▶ PROBLEM
The span to repeat in the listing below runs from the line containing "M797,75C799,128 799,200 825,247C833,260" to the line containing "<!-- tertiary -->", inclusive. Repeat it exactly, and only it.
Start of MATERIAL PROVIDED
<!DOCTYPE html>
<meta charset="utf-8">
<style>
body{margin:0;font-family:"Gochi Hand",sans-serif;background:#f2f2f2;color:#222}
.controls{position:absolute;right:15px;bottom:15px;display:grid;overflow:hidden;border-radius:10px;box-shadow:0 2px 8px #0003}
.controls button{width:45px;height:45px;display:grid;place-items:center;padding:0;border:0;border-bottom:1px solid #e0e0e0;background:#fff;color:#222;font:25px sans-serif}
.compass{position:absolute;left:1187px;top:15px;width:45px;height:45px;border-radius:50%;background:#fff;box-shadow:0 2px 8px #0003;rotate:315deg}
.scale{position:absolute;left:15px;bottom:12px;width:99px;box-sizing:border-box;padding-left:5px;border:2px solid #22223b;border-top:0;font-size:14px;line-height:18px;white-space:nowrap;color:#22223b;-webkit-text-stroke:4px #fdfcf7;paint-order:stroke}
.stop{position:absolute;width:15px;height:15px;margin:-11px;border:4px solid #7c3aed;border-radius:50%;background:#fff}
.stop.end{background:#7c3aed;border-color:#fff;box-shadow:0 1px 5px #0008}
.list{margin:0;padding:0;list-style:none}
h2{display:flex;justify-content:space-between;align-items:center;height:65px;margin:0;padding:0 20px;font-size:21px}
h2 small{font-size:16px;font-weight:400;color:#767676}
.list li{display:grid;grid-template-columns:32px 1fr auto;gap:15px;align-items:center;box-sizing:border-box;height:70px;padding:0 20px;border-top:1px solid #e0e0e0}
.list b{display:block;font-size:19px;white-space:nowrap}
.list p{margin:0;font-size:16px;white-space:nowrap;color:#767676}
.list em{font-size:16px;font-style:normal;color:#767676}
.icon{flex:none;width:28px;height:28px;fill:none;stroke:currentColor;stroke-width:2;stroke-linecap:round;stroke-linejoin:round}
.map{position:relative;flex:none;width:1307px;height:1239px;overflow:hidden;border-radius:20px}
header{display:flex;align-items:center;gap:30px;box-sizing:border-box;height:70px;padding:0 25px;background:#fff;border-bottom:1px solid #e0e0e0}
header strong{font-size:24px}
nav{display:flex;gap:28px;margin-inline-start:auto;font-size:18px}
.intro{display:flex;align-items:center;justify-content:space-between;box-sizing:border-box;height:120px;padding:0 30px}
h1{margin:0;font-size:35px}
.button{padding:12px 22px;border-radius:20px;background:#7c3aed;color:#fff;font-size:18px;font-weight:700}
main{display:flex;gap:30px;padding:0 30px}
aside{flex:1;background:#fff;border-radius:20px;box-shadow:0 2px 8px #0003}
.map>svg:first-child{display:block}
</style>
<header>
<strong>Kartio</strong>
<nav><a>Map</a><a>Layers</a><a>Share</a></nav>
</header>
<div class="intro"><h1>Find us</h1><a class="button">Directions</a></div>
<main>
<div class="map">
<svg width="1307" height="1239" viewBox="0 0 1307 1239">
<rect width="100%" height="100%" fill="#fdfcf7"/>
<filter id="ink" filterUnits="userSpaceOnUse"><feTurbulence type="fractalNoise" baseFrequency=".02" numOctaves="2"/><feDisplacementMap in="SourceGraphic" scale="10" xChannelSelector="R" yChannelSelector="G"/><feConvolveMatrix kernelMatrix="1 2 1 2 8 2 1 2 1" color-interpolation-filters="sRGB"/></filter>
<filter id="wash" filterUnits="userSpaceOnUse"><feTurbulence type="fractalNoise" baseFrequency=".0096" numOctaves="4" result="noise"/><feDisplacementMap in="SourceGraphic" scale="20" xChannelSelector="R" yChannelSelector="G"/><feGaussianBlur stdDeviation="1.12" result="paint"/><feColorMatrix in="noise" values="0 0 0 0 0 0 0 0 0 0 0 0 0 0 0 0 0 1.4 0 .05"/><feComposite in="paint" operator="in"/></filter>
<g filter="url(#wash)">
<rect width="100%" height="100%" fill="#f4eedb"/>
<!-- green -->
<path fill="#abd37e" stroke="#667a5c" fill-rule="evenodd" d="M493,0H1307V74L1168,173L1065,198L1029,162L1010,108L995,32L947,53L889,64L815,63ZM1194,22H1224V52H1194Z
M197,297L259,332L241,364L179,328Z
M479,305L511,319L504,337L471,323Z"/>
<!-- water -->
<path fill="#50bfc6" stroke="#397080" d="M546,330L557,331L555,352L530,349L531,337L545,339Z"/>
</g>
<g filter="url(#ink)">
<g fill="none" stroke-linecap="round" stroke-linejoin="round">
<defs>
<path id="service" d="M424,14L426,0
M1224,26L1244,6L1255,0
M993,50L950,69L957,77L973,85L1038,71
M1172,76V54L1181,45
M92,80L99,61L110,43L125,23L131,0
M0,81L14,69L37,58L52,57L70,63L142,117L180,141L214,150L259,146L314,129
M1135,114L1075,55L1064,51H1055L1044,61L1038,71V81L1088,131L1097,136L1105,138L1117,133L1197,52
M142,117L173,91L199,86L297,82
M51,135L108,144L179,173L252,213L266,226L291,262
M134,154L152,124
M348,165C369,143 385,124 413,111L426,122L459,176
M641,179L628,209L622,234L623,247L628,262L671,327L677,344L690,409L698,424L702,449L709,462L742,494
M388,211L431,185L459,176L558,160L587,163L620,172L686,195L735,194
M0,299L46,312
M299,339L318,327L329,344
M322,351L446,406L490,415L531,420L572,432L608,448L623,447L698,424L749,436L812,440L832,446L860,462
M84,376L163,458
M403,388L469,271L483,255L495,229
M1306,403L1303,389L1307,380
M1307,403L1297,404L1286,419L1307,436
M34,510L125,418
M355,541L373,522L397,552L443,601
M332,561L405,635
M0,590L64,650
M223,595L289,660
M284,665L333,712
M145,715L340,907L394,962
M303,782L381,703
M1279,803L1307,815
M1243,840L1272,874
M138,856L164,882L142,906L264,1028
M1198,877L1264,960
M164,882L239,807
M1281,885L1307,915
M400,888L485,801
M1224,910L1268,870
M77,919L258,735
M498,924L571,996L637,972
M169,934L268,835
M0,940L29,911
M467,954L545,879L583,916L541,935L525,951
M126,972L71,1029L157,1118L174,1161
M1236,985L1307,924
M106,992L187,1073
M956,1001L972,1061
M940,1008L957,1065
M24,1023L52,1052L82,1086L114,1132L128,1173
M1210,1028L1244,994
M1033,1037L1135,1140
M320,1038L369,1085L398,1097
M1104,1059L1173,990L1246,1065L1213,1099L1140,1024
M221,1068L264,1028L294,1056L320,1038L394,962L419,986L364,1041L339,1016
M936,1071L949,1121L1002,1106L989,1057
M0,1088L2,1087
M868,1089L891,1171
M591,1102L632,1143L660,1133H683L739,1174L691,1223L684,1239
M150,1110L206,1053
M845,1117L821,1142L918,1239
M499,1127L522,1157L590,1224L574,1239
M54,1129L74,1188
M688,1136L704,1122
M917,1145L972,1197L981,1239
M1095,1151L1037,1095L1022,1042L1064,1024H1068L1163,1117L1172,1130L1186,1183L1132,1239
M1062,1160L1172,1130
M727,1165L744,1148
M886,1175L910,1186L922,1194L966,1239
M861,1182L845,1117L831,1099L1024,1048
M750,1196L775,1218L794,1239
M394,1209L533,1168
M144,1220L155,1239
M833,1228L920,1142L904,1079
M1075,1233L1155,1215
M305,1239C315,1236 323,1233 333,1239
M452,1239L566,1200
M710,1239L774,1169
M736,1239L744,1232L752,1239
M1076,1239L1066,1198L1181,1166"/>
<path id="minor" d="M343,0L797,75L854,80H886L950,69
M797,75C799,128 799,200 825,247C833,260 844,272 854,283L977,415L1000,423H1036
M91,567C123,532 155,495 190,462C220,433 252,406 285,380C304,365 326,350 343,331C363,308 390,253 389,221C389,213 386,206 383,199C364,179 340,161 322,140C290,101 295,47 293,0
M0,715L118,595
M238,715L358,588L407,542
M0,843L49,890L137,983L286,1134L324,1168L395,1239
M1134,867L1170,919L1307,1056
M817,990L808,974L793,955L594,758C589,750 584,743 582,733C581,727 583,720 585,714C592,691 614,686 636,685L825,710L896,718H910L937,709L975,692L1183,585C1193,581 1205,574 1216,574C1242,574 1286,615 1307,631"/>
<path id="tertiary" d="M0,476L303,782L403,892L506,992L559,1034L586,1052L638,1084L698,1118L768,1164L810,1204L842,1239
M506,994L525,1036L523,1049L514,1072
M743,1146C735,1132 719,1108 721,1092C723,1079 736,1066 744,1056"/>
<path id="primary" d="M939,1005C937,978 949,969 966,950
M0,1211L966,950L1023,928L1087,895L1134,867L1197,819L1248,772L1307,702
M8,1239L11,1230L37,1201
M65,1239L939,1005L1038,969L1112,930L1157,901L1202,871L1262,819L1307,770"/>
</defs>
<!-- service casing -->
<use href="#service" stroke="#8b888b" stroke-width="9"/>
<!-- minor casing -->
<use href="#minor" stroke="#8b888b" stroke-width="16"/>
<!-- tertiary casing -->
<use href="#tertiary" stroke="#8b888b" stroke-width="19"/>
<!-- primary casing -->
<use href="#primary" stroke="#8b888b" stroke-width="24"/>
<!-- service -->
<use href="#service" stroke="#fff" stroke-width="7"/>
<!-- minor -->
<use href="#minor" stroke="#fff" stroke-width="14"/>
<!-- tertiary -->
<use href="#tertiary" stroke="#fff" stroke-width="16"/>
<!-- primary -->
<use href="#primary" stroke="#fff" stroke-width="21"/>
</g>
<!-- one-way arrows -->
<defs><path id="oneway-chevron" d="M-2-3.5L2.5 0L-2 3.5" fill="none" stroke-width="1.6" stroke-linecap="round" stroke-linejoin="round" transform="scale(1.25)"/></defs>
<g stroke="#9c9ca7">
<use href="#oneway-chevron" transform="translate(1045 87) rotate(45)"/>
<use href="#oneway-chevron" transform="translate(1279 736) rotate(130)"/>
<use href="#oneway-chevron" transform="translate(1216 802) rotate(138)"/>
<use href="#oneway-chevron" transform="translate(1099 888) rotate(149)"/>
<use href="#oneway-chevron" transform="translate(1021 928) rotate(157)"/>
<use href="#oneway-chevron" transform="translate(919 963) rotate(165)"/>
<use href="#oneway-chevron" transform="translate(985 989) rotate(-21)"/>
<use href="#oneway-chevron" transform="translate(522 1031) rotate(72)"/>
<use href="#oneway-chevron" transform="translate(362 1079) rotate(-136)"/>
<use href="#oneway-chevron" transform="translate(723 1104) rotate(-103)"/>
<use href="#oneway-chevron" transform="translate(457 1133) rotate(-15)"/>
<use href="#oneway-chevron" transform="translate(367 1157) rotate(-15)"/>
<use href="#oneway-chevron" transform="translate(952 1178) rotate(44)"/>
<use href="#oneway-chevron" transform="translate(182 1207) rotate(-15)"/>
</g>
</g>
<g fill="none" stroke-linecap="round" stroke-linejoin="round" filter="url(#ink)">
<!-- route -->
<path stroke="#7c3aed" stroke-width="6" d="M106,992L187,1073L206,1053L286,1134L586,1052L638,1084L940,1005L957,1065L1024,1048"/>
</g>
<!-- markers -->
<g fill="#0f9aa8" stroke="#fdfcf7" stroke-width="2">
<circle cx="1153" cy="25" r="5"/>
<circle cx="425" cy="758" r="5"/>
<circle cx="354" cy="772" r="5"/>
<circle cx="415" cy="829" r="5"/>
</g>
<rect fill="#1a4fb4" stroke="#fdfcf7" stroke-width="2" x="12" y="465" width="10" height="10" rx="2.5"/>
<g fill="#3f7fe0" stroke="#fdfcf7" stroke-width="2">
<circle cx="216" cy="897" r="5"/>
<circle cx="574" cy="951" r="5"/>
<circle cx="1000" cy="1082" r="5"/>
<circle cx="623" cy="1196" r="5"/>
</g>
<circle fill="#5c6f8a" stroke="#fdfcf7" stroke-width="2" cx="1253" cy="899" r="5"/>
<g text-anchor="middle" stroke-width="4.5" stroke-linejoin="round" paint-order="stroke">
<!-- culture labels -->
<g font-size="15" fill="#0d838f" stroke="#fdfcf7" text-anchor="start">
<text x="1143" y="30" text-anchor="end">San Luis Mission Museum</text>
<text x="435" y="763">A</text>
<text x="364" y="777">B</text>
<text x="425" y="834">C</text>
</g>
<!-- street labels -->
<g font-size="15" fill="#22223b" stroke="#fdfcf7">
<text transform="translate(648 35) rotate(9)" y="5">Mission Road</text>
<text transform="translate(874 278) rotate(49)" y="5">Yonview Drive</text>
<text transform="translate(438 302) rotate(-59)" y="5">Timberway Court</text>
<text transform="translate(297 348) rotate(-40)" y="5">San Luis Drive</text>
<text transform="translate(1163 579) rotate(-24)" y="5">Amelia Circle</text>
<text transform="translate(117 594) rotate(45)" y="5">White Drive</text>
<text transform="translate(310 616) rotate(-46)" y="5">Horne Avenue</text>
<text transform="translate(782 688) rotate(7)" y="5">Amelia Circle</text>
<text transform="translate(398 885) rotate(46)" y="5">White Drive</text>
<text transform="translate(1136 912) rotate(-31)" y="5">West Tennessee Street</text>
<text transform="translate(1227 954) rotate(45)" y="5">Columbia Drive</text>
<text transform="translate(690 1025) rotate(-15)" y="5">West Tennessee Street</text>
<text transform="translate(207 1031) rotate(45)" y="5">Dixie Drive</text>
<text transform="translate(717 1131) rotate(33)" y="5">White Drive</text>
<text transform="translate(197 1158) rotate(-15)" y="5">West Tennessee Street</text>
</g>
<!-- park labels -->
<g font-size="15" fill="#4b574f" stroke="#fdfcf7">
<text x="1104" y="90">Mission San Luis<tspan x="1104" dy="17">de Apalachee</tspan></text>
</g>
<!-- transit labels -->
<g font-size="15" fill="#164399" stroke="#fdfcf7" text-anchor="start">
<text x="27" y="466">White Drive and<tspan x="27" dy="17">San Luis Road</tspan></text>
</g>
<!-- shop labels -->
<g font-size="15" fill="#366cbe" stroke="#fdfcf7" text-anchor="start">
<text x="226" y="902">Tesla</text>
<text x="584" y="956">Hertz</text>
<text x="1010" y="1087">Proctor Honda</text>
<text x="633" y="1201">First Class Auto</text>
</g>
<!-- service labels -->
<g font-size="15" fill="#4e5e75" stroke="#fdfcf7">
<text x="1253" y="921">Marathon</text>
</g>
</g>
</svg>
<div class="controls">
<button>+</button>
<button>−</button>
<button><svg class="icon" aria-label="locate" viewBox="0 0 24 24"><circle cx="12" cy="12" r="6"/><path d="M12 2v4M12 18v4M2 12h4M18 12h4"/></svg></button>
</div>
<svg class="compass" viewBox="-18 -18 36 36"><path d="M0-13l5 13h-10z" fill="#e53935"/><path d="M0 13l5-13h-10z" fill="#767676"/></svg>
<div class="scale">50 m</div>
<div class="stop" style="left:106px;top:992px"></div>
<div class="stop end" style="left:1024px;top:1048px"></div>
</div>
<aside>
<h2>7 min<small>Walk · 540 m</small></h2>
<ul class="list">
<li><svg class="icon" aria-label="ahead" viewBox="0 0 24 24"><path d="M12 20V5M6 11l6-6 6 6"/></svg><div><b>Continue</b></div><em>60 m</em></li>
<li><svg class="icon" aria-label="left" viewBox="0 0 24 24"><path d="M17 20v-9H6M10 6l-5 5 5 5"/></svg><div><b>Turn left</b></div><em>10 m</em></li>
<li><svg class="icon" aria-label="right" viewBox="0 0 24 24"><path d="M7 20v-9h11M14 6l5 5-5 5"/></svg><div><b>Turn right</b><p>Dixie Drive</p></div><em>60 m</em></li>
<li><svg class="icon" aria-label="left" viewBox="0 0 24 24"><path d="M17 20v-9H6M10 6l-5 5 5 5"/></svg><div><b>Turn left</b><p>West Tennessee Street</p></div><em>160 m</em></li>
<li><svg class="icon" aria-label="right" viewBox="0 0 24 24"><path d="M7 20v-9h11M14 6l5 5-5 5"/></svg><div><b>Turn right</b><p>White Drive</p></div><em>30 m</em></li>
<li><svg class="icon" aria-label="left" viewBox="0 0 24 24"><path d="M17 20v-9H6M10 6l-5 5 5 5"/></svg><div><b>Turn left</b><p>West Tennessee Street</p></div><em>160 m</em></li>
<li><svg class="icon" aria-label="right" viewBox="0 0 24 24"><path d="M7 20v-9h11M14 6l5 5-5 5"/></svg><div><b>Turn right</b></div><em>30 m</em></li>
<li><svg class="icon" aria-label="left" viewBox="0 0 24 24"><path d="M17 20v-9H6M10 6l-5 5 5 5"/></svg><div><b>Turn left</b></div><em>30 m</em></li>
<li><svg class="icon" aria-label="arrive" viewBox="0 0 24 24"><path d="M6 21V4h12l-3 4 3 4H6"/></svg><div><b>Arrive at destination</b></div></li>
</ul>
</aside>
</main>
End of MATERIAL PROVIDED
▶ EXERCISE ANSWER
M797,75C799,128 799,200 825,247C833,260 844,272 854,283L977,415L1000,423H1036
M91,567C123,532 155,495 190,462C220,433 252,406 285,380C304,365 326,350 343,331C363,308 390,253 389,221C389,213 386,206 383,199C364,179 340,161 322,140C290,101 295,47 293,0
M0,715L118,595
M238,715L358,588L407,542
M0,843L49,890L137,983L286,1134L324,1168L395,1239
M1134,867L1170,919L1307,1056
M817,990L808,974L793,955L594,758C589,750 584,743 582,733C581,727 583,720 585,714C592,691 614,686 636,685L825,710L896,718H910L937,709L975,692L1183,585C1193,581 1205,574 1216,574C1242,574 1286,615 1307,631"/>
<path id="tertiary" d="M0,476L303,782L403,892L506,992L559,1034L586,1052L638,1084L698,1118L768,1164L810,1204L842,1239
M506,994L525,1036L523,1049L514,1072
M743,1146C735,1132 719,1108 721,1092C723,1079 736,1066 744,1056"/>
<path id="primary" d="M939,1005C937,978 949,969 966,950
M0,1211L966,950L1023,928L1087,895L1134,867L1197,819L1248,772L1307,702
M8,1239L11,1230L37,1201
M65,1239L939,1005L1038,969L1112,930L1157,901L1202,871L1262,819L1307,770"/>
</defs>
<!-- service casing -->
<use href="#service" stroke="#8b888b" stroke-width="9"/>
<!-- minor casing -->
<use href="#minor" stroke="#8b888b" stroke-width="16"/>
<!-- tertiary casing -->
<use href="#tertiary" stroke="#8b888b" stroke-width="19"/>
<!-- primary casing -->
<use href="#primary" stroke="#8b888b" stroke-width="24"/>
<!-- service -->
<use href="#service" stroke="#fff" stroke-width="7"/>
<!-- minor -->
<use href="#minor" stroke="#fff" stroke-width="14"/>
<!-- tertiary -->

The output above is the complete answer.